(INFORMATION SUPPLIED)

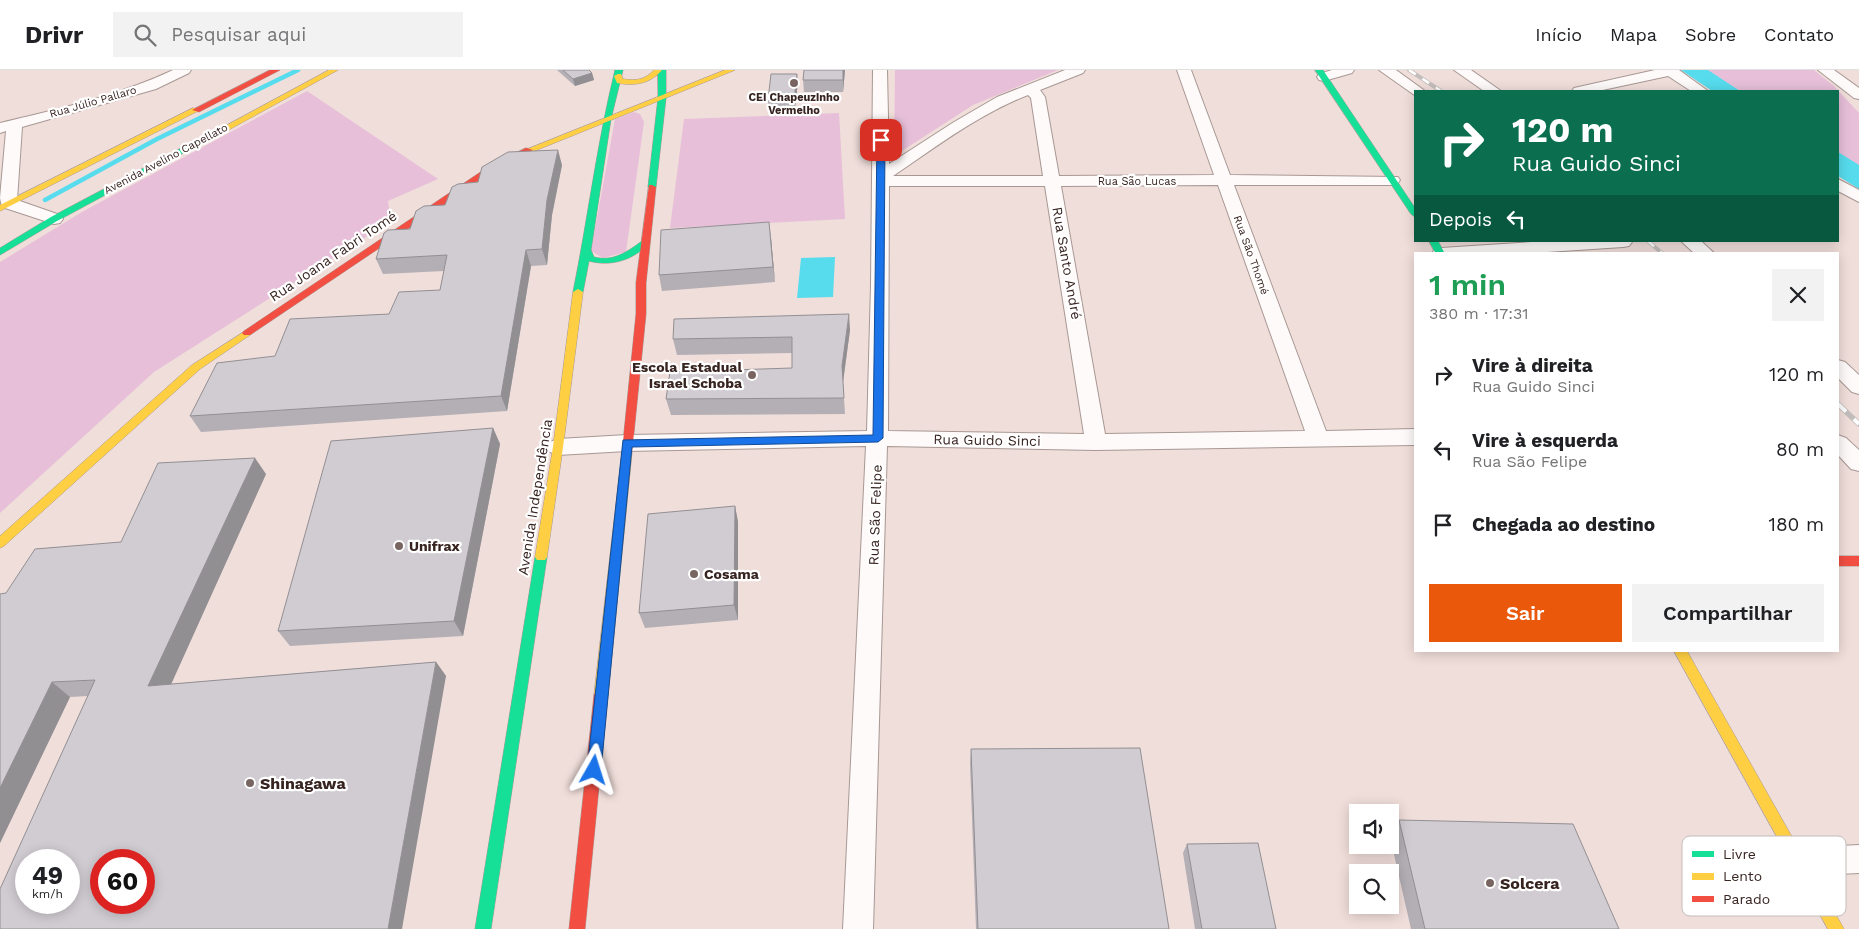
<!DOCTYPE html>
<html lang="pt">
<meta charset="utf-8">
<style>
:root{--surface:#fff;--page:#f2f2f2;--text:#202124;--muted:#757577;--line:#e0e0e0;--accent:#ea580c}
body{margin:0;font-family:"Work Sans",sans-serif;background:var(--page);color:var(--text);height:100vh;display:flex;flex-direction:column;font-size:19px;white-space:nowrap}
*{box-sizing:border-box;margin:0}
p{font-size:16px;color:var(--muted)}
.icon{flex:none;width:28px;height:28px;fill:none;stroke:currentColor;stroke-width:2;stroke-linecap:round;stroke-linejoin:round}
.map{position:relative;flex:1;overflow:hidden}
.side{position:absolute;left:1414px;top:182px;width:425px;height:400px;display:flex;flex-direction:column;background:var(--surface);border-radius:0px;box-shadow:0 2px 12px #0003}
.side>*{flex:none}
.top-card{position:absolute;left:1414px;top:20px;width:425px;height:152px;border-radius:0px;box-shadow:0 2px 12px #0003;background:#0b6e4f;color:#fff;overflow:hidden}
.controls{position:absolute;left:1349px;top:734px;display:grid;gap:10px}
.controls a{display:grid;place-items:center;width:50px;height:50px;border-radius:0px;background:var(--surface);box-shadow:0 2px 12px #0003;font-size:25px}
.speed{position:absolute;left:15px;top:779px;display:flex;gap:10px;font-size:25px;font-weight:700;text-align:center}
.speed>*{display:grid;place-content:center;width:65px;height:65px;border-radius:50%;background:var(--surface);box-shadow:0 2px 12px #0003;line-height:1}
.speed small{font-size:12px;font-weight:400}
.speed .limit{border:8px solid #d22;background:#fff;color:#111}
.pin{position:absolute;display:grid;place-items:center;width:42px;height:42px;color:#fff;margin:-21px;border-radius:10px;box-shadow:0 2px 8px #0006}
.me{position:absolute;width:55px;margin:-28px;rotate:6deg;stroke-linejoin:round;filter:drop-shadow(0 0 4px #0008)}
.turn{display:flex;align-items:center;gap:18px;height:105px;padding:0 15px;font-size:22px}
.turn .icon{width:65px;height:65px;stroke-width:2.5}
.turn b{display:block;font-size:35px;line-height:42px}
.then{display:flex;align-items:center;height:48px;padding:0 15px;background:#0003;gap:10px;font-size:19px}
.round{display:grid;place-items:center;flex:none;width:52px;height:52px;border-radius:0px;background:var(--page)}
.headline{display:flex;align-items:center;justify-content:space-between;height:85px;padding:0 15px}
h1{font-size:30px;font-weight:600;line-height:38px;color:#1e9e55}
.cta{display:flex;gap:10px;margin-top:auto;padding:10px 15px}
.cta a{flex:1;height:58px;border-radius:0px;background:var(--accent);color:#fff;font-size:20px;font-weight:600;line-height:58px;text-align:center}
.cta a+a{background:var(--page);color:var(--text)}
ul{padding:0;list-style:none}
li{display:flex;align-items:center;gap:15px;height:75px;padding:0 15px}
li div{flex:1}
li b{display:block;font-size:19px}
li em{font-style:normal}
header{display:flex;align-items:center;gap:30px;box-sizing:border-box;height:70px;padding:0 25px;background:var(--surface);border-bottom:1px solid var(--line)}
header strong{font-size:24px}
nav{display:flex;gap:28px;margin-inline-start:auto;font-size:18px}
.search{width:350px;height:45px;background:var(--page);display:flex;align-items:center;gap:12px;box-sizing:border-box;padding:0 18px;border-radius:0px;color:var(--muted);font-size:19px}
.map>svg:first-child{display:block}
</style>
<header>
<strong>Drivr</strong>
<div class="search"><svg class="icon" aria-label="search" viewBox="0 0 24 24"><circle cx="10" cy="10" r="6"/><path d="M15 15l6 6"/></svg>Pesquisar aqui</div>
<nav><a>Início</a><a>Mapa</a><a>Sobre</a><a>Contato</a></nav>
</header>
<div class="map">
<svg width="1859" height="859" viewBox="0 0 1859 859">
<rect width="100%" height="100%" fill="#f0deda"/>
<path fill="#e7bfd9" d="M 895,0 L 1058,0 L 973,35 L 894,86 Z
M 1691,0 L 1814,0 L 1834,16 L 1859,43 L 1859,118 L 1838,104 L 1838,21 L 1719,21 Z
M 307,21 L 438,109 L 388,131 L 391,151 L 154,302 L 0,443 L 0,192 L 82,142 Z
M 634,42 L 640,44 L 644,52 L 626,182 L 603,188 L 591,181 L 615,49 Z
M 839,43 L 845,149 L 670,158 L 684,49 Z"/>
<path fill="#57dced" d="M 1681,0 L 1708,0 L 1740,21 L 1712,21 Z
M 1838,82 L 1859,95 L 1859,119 L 1838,106 Z
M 835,187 L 833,227 L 797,228 L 801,188 Z"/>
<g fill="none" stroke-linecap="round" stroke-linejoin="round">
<path stroke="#57dced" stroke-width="4.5" d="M 45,130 L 157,69 L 298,0"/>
<defs>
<path id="street" d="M 173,0 L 191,0 L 189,3 L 156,19 L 22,57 L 17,130 L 60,145 L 63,149 L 60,153 L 54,154 L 2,137 L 0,128 L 6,61 L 0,63 L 0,53 C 58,39 118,26 173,0 Z
M 873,0 L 887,0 L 889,94 L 954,52 L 997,27 L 1065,0 L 1085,0 L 1083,3 L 1040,20 L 1045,27 L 1059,106 L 1214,105 L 1177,0 L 1191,0 L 1230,105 L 1398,107 L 1400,110 L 1398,113 L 1392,115 L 1234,115 L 1326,361 L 1415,359 L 1415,375 L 1096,380 L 887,376 L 873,859 L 843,859 L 866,376 L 627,381 L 558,385 L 550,382 L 547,377 L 550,372 L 558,369 L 627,365 L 867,361 L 871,215 ZM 1028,25 L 1031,28 L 1043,106 L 893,106 C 936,77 979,44 1028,25 ZM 1218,115 L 1305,361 L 1105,364 L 1061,116 ZM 889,116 L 1045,116 L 1084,364 L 888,361 Z
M 1332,0 L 1354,0 L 1352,3 L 1324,11 L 1319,10 L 1317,7 L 1319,4 Z
M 1379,0 L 1396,0 L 1425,21 L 1415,21 L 1415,25 L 1413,24 Z
M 1454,0 L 1471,0 L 1501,21 L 1484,21 Z
M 1655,0 L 1679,0 L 1708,21 L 1691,21 L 1668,6 L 1598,21 L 1572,21 L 1574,18 Z
M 1818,0 L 1834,0 L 1859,18 L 1859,29 L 1854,28 Z
M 1838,109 L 1859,120 L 1859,132 L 1838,121 Z
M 1548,171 L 1632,172 L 1629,176 L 1623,177 L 1517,184 L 1432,183 L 1435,179 L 1441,178 Z
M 1681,171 L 1701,171 L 1715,184 L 1695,184 Z
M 1838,290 L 1845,292 L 1859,305 L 1859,324 L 1852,322 L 1838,308 Z
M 1838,365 L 1846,368 L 1859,380 L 1859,401 L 1851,399 L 1838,385 Z
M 1859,775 L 1859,803 L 1797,806 L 1787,802 L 1782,792 L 1787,782 L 1797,778 Z"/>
<path id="fast" d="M 615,0 L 623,0 L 611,49 L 591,180 L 594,187 C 613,192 627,182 642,171 L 645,170 L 649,173 C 634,190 611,197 589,191 L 583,222 L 578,225 L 573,222 C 588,148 597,73 615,0 Z
M 658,0 L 666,0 L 666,28 L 656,117 L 652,119 L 648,117 L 658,28 Z
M 1315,0 L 1323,0 L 1415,138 L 1415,147 L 1411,144 Z
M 206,65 L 213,67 L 57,151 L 0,185 L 0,178 L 51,147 Z
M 1429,171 L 1438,171 L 1445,184 L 1436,184 Z
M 541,482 L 545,484 L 547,487 L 491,859 L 475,859 L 535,487 L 537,484 Z"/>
<path id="slow" d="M 329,0 L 338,0 L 212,69 L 205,67 Z
M 654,0 L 662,0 C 650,14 635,16 617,13 L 614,6 L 618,4 L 621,4 L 623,9 C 636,11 645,10 654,0 Z
M 725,0 L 735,0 L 532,82 L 525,80 Z
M 193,38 L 200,40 L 0,141 L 0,135 Z
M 578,219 L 583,222 L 563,377 L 547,487 L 545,490 L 537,490 L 535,487 L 553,377 L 573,222 Z
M 247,260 L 252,263 L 250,265 L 200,299 L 4,476 L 0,478 L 0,466 L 192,295 Z
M 627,378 L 632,382 L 608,625 L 606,629 L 601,631 L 596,629 L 594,625 L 622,382 Z
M 1674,581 L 1687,581 L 1844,859 L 1828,859 Z"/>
<path id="jam" d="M 270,0 L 280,0 L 199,42 L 192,40 Z
M 526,78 L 533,80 L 497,99 L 250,265 L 244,265 L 242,263 L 244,261 L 491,95 Z
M 649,115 L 652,115 L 656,117 L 646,213 L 646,244 L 632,382 L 627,386 L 622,382 L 636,244 L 636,213 Z
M 1838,486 L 1859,486 L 1859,496 L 1838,496 Z
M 601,619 L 606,621 L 608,625 L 585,859 L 569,859 L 594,625 L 596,621 Z"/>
</defs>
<use href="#street" stroke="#a89894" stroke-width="2"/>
<use href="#fast" stroke="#a89894" stroke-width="1"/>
<use href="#slow" stroke="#a89894" stroke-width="1"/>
<use href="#jam" stroke="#a89894" stroke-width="1"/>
<use href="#street" fill="#fdfaf9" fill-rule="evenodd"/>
<use href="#fast" fill="#16e098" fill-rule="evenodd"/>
<use href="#slow" fill="#ffcf43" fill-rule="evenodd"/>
<use href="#jam" fill="#f24e42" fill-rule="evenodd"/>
<defs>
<path id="rail-far1" d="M 1409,0 L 1441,21
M 1648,171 L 1663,184"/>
<path id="rail" d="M 1838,334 L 1859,354"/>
</defs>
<use href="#rail-far1" stroke="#c3bebc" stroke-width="4"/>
<use href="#rail" stroke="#c3bebc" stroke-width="5.5"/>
<use href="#rail-far1" stroke="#fff" stroke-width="2.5" stroke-dasharray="8" stroke-linecap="butt"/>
<use href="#rail" stroke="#fff" stroke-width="4" stroke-dasharray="11" stroke-linecap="butt"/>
</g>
<path fill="#b4afb5" d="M 557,0 L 589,0 L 592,3 L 594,10 L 575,16 Z
M 804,0 L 845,0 L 843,22 L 804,22 L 803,10 Z
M 798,12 L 795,38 L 768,38 L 768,30 Z
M 562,95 L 552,145 L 547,195 L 531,196 L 507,341 L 201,362 L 190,346 L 275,286 L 389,244 L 440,220 L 444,201 L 383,204 L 376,189 L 410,159 L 478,112 Z
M 771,168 L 775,212 L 662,221 L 659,205 Z
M 850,260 L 843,312 L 845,344 L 671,345 L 666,329 L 792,298 L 792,283 L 677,285 L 673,269 Z
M 493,358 L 500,374 L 463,566 L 290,576 L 278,561 Z
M 266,404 L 171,614 L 436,592 L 446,606 L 70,627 L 0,773 L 0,524 L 6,523 L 121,472 Z
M 735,436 L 738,452 L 738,550 L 645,558 L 639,543 Z
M 971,679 L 1169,859 L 976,859 L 970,693 Z
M 1399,750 L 1619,859 L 1411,859 L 1390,767 L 1390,762 Z
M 1187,774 L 1276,859 L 1195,859 L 1183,783 Z"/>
<path fill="#928f93" d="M 843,0 L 845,0 L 843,22 Z
M 592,3 L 594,10 L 575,16 L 573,9 Z
M 797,4 L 798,12 L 795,38 L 794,30 Z
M 558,80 L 562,95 L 552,145 L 547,195 L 542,179 L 547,130 Z
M 769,152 L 771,168 L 775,212 L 773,197 Z
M 526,180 L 531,196 L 507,341 L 501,326 Z
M 849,244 L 850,260 L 843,312 L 845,344 L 842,296 Z
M 493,358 L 500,374 L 463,566 L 454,551 Z
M 255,388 L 266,404 L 164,630 L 148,616 Z
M 735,436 L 738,452 L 738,550 L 734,535 Z
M 436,592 L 446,606 L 402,859 L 388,859 Z
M 52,612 L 70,627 L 0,773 L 0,718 Z"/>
<path fill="#d1ccd2" stroke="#928f93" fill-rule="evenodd" d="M 563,0 L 589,0 L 592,3 L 573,9 Z
M 804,0 L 843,0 L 843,10 L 803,10 Z
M 771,4 L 797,4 L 794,30 L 768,30 Z
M 558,80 L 547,130 L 542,179 L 526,180 L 501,326 L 190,346 L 217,293 L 275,286 L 290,249 L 389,244 L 399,222 L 440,220 L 447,185 L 376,189 L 384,163 L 388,160 L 410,159 L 416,141 L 424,136 L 445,135 L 452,117 L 458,114 L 478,112 L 482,97 L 508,82 Z
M 769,152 L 773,197 L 659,205 L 661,160 Z
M 849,244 L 842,296 L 844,328 L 666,329 L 670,302 L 792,298 L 792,267 L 673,269 L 674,249 Z
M 493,358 L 454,551 L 278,561 L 331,371 Z
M 255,388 L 148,616 L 436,592 L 388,859 L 0,859 L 0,819 L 95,610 L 52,612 L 0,718 L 0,524 L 6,523 L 35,479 L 121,472 L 158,393 ZM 26,790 L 69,790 L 69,832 L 26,832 ZM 101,790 L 144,790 L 144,832 L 101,832 Z
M 735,436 L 734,535 L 639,543 L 648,444 Z
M 1140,678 L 1169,859 L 978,859 L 971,679 Z
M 1399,750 L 1573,754 L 1619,859 L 1425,859 Z
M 1258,773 L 1276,859 L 1202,859 L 1187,774 Z"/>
<path fill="#1a73e8" stroke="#114b97" d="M 881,68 L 885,70 L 883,368 L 878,372 L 632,377 L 601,700 L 599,705 L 594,707 L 589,705 L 587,700 L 623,370 L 873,365 L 877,70 Z"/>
<g fill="#786561" stroke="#fff" stroke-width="2">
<circle cx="794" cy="13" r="5"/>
<circle cx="752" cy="305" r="5"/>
<circle cx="399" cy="476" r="5"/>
<circle cx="694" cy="504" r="5"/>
<circle cx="250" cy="713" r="5"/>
<circle cx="1490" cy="813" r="5"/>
</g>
<g text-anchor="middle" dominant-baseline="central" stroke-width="4.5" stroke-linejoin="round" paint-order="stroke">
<g font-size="11" font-weight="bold" fill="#372420" stroke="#fff">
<text x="794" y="27">CEI Chapeuzinho<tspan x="794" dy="13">Vermelho</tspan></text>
</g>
<g font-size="11" fill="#372420" stroke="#fff">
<text transform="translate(93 32) rotate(-16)">Rua Júlio Pallaro</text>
<text transform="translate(166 89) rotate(-28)">Avenida Avelino Capellato</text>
<text x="1137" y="111">Rua São Lucas</text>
<text transform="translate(1251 185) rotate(70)">Rua São Thomé</text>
</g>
<g font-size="14" fill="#372420" stroke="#fff">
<text transform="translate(333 186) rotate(-34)">Rua Joana Fabri Tomé</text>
<text transform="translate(1067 193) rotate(80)">Rua Santo André</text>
<text transform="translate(987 370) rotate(1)">Rua Guido Sinci</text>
<text transform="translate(535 427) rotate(-81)">Avenida Independência</text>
<text transform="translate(875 445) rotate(-88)">Rua São Felipe</text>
</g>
<g font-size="14" font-weight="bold" fill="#372420" stroke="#fff" text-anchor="start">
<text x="742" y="297" text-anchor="end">Escola Estadual<tspan x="742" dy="16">Israel Schoba</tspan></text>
<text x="409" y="476">Unifrax</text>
<text x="704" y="504">Cosama</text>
</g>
<g font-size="16" font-weight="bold" fill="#372420" stroke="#fff" text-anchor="start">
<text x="260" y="713">Shinagawa</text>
<text x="1500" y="813">Solcera</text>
</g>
</g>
<rect x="1682" y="766" width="164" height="80" rx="8" fill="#fff" stroke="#c3bdbc" stroke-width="1"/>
<rect x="1692" y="781" width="22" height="6" fill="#16e098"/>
<rect x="1692" y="803" width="22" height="7" fill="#ffcf43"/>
<rect x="1692" y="826" width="22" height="6" fill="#f24e42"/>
<g font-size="14" fill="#372420">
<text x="1723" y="789">Livre</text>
<text x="1723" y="811">Lento</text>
<text x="1723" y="834">Parado</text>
</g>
</svg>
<div class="controls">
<a><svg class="icon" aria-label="sound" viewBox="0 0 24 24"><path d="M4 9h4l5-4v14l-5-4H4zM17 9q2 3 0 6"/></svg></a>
<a><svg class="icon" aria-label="search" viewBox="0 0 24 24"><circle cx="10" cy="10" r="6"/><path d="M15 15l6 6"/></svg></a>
</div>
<div class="speed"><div>49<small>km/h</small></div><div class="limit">60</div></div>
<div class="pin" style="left:881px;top:70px;background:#d93025"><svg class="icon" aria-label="arrive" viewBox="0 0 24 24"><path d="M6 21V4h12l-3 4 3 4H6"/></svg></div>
<svg class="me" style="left:594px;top:700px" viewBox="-20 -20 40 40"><path d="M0-17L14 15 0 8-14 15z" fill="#1a73e8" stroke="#fff" stroke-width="4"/></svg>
<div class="top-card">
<div class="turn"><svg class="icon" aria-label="right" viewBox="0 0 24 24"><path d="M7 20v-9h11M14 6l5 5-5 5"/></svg><div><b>120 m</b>Rua Guido Sinci</div></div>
<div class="then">Depois<svg class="icon" aria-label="left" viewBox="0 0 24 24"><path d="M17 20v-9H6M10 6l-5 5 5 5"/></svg></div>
</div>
<section class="side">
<div class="headline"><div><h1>1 min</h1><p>380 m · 17:31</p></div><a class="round"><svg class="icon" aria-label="close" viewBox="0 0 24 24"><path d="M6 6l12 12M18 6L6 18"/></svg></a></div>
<ul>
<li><svg class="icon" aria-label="right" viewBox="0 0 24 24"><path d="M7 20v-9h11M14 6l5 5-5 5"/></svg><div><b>Vire à direita</b><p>Rua Guido Sinci</p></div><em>120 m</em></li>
<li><svg class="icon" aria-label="left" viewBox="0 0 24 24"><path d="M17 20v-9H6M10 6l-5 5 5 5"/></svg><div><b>Vire à esquerda</b><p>Rua São Felipe</p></div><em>80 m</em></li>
<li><svg class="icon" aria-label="arrive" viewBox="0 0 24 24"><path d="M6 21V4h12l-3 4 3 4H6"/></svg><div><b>Chegada ao destino</b></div><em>180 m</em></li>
</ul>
<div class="cta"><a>Sair</a><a>Compartilhar</a></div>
</section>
</div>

(WHAT YOU NEED TO DO) Select all lines in the listing above where the word "limit" appears, and show them.

(SOLUTION)
.speed .limit{border:8px solid #d22;background:#fff;color:#111}
<div class="speed"><div>49<small>km/h</small></div><div class="limit">60</div></div>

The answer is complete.